Using the instructions below allows to package an existing environment into a Singularity container which should be more portable and can also easily be integrated into a fully reproducible data analysis workflow based on e.g. Nextflow.
usage: conda_to_singularity.py [-h] [--template TEMPLATE] CONDA_ENV OUTPUT_CONTAINER
Convert a conda env to a singularity container.
positional arguments:
CONDA_ENV Absolute path to the conda enviornment. Must be exactely the path as it shows up in `conda env list`, not a symbolic link to it, nor a realpath.

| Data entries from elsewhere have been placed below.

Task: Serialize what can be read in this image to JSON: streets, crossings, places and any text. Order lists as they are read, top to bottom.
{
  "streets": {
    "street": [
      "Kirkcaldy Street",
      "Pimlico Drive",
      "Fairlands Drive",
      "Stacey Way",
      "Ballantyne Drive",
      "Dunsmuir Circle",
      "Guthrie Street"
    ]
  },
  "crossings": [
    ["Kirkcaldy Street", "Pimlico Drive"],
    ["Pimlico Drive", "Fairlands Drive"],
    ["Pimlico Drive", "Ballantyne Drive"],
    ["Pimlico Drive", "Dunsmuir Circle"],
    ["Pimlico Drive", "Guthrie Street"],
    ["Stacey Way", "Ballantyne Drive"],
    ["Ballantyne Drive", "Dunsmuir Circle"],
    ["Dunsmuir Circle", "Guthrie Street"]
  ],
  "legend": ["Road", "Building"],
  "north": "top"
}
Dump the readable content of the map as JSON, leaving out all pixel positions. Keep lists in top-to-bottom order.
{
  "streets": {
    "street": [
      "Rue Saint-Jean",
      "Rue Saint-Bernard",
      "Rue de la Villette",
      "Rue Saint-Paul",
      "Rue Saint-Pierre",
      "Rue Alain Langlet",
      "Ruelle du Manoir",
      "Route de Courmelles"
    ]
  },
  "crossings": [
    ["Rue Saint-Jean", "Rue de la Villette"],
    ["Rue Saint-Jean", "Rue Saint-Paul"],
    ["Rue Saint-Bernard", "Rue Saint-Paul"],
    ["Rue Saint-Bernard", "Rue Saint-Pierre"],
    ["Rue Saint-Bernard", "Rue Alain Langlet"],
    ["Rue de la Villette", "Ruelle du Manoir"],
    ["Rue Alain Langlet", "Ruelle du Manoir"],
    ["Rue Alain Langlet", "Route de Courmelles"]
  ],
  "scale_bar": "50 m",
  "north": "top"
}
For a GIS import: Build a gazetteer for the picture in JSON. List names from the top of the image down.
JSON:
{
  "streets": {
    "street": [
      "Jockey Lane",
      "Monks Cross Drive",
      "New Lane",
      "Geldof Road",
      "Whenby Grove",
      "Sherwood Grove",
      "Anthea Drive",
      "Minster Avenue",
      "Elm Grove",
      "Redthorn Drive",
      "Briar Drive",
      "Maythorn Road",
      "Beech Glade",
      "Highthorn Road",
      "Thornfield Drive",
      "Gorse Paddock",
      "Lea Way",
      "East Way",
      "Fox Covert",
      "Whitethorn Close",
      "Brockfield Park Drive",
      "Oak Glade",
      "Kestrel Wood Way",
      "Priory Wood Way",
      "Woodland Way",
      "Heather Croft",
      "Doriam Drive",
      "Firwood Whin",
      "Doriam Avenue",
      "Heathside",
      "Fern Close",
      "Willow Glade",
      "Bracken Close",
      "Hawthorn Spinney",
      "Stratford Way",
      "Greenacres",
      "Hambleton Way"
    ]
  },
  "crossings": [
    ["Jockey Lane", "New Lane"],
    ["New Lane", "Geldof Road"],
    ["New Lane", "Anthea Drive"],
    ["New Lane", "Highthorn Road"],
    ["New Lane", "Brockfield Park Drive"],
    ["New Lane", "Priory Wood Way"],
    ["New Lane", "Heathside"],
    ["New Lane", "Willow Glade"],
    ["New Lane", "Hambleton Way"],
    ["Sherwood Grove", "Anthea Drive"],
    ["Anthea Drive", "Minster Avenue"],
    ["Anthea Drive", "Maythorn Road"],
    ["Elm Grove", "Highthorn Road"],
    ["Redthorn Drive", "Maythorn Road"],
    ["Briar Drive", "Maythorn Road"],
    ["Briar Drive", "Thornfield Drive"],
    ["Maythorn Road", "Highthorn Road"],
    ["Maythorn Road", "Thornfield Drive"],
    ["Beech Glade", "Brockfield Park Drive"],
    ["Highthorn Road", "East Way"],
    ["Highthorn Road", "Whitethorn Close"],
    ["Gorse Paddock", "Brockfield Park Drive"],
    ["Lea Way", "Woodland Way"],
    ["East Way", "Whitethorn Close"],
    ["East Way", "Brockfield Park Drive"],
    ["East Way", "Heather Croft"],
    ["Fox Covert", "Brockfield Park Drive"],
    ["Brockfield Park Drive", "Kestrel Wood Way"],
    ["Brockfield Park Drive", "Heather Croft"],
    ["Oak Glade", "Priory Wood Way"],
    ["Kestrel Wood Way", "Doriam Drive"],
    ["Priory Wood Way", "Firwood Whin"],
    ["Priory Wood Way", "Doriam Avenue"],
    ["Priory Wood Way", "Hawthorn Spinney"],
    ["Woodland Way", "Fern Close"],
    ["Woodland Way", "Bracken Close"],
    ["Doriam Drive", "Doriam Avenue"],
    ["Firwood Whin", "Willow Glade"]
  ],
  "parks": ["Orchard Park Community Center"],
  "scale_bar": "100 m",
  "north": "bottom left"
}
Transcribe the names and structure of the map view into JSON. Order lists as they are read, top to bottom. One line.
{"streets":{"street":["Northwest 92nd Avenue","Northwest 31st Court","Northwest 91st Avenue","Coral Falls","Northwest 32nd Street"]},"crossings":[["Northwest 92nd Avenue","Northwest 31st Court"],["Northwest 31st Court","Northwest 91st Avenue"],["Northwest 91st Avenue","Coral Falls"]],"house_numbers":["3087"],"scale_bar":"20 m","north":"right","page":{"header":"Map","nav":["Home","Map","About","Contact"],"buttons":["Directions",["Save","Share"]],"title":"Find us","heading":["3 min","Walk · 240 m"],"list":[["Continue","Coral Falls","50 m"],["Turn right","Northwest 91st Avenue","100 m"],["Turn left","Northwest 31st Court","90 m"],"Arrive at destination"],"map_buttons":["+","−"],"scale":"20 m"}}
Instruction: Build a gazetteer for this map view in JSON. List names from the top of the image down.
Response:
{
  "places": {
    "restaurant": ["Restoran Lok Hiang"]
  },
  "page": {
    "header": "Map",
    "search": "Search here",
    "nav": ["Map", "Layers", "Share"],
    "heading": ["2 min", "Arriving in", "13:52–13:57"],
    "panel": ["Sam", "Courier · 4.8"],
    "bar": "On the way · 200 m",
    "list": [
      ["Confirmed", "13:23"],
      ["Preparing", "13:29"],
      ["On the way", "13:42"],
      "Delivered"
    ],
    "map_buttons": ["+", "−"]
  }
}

OUTPUT_CONTAINER Output path where the singularity container will be safed.
optional arguments:
-h, --help show this help message and exit
--template TEMPLATE Path to a Singularity template file. Must contain a `{conda_env}` placeholder. If not specified, uses the default template shipped with this script.
For example
conda_to_singularity.py /home/sturm/.conda/envs/whatever whatever.sif
By default, the image will be based on CentOS 7. If you want a different base image,
you can modify Singularity.template
, and specify it with the --template
argument.
Conda envs cannot simply be "moved" as some paths are hardcoded into the environment.
I previously applied conda-pack
to solve this issue, which works fine in most cases
but breaks in some (especially for old environments that have a long history
of manually installing stuff through R or pip).
This is an other appraoch where the issue is solved by copying the conda environment with its full absolute path to the container and append a line to the Singularity environment file that activates the conda environment from that path once the container is started:
echo "source /opt/conda/bin/activate {conda_env}" >>$SINGULARITY_ENVIRONMENT
Naively, this could be solved with %files /path/to/env
, however, this dereferences
all symbolic links, which breaks some environments. Instead, I build a tar archive
that keeps all symbolic links intact within the conda environment, but at the
same time include all files that are outside the conda env, but referenced
by a symbolic link.
I don't have a lot of experience yet if it is really more stable than conda-pack or just happens to fail in different cases.
This is an updated version of my scripts that works without conda-pack
and turned out
to work even in cases where the conda-pack variant failed. It works only with Singularity at the moment.
I don't see any major issues porting the new approach to Docker, but don't have need for that myself.
If you are looking for the previous scripts based on conda-pack
, because you need a Docker variant, or they just
work for you, they are in the conda-pack folder with a dedicated README.